YOUR TASK:
Take the records below from their first line to the line with "position:relative; width:2426px; height:718px;", and restate those lines word for word.

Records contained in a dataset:
────────────────────────────────────────
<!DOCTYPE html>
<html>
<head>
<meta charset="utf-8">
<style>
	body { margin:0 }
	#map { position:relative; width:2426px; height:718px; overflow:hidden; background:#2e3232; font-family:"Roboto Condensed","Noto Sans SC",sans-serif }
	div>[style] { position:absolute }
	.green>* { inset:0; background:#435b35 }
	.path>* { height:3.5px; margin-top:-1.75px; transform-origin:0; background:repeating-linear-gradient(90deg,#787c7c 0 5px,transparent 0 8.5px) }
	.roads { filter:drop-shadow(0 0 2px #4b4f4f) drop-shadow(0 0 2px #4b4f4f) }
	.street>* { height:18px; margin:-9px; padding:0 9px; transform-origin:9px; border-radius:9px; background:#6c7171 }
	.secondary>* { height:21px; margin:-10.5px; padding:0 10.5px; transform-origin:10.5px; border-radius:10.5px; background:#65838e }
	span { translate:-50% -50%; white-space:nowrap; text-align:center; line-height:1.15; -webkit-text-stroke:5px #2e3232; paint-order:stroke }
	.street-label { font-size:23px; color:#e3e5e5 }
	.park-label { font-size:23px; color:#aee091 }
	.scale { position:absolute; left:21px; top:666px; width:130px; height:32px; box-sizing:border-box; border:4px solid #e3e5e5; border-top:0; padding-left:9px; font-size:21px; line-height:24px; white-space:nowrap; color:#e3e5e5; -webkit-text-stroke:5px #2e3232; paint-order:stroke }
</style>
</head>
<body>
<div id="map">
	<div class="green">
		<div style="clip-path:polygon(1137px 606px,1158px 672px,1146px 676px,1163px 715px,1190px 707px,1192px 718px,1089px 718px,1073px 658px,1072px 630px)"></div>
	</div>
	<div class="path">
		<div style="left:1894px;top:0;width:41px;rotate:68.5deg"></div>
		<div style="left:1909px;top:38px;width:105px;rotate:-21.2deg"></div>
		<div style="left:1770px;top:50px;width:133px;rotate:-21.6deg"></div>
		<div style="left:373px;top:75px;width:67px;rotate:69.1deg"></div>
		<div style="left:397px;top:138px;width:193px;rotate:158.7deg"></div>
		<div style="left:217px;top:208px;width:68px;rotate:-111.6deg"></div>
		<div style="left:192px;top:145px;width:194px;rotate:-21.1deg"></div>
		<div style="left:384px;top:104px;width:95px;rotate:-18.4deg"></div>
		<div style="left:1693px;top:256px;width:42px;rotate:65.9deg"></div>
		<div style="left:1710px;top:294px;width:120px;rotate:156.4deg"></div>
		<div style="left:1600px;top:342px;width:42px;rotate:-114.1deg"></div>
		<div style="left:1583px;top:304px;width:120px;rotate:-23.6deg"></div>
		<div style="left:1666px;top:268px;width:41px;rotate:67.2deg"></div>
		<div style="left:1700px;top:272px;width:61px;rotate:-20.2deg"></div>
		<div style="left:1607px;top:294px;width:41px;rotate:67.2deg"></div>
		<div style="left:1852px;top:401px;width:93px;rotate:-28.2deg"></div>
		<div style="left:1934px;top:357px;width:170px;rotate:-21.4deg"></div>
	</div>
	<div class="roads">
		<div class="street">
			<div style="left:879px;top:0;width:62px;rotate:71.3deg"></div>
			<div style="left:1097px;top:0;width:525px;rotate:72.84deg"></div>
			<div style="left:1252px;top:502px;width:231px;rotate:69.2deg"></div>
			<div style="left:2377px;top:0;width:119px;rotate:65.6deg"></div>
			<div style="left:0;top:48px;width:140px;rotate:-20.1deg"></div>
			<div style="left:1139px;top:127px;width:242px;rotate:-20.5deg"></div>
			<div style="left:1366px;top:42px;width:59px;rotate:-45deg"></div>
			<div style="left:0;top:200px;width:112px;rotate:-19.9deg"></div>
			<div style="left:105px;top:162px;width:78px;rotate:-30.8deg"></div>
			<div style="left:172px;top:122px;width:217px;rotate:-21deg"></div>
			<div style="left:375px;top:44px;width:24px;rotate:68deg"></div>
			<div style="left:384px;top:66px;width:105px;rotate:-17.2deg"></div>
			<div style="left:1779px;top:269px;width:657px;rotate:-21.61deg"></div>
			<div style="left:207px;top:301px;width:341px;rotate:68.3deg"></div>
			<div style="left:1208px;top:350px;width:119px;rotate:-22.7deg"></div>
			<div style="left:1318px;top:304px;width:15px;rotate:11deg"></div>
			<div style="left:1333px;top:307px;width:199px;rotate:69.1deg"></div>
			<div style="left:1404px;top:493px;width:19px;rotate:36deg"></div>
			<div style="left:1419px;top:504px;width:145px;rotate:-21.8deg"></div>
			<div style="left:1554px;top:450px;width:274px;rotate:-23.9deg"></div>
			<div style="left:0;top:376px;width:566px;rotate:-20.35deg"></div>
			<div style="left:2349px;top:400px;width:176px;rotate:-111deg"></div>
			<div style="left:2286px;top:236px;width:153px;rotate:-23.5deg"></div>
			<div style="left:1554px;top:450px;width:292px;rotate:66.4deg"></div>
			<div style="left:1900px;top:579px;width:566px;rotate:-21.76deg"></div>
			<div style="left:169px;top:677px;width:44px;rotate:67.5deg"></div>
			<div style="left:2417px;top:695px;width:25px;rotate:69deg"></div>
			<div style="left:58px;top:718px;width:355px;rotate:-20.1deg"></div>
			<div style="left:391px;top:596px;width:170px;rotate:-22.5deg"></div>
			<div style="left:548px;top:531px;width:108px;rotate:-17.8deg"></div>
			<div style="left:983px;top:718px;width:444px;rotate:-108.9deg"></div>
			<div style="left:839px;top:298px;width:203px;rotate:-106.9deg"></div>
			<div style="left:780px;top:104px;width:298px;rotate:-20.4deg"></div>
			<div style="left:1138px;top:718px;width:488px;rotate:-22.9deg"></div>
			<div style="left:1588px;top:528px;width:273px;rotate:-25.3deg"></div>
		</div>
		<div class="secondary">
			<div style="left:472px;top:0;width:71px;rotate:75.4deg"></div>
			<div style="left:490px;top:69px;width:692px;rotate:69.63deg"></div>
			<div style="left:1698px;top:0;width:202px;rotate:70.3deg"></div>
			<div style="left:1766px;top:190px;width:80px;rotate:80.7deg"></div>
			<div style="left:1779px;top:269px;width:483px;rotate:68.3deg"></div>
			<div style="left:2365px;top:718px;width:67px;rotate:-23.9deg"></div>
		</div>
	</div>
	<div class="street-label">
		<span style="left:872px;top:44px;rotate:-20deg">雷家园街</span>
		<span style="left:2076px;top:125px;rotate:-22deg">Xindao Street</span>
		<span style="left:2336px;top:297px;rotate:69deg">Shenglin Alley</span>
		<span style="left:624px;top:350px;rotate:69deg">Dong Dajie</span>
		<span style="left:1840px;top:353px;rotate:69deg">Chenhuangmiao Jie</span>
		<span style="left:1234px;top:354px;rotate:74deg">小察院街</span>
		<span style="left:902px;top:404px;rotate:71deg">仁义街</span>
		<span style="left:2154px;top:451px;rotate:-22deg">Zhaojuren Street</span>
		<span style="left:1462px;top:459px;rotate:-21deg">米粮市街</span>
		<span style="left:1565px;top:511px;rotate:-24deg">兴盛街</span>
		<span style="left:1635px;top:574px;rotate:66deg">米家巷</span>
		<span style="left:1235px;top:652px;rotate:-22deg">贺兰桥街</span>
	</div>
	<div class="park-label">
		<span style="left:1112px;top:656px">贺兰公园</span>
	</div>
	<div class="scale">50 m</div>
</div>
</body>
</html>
────────────────────────────────────────
FINISHED EXERCISE:
<!DOCTYPE html>
<html>
<head>
<meta charset="utf-8">
<style>
	body { margin:0 }
	#map { position:relative; width:2426px; height:718px; overflow:hidden; background:#2e3232; font-family:"Roboto Condensed","Noto Sans SC",sans-serif }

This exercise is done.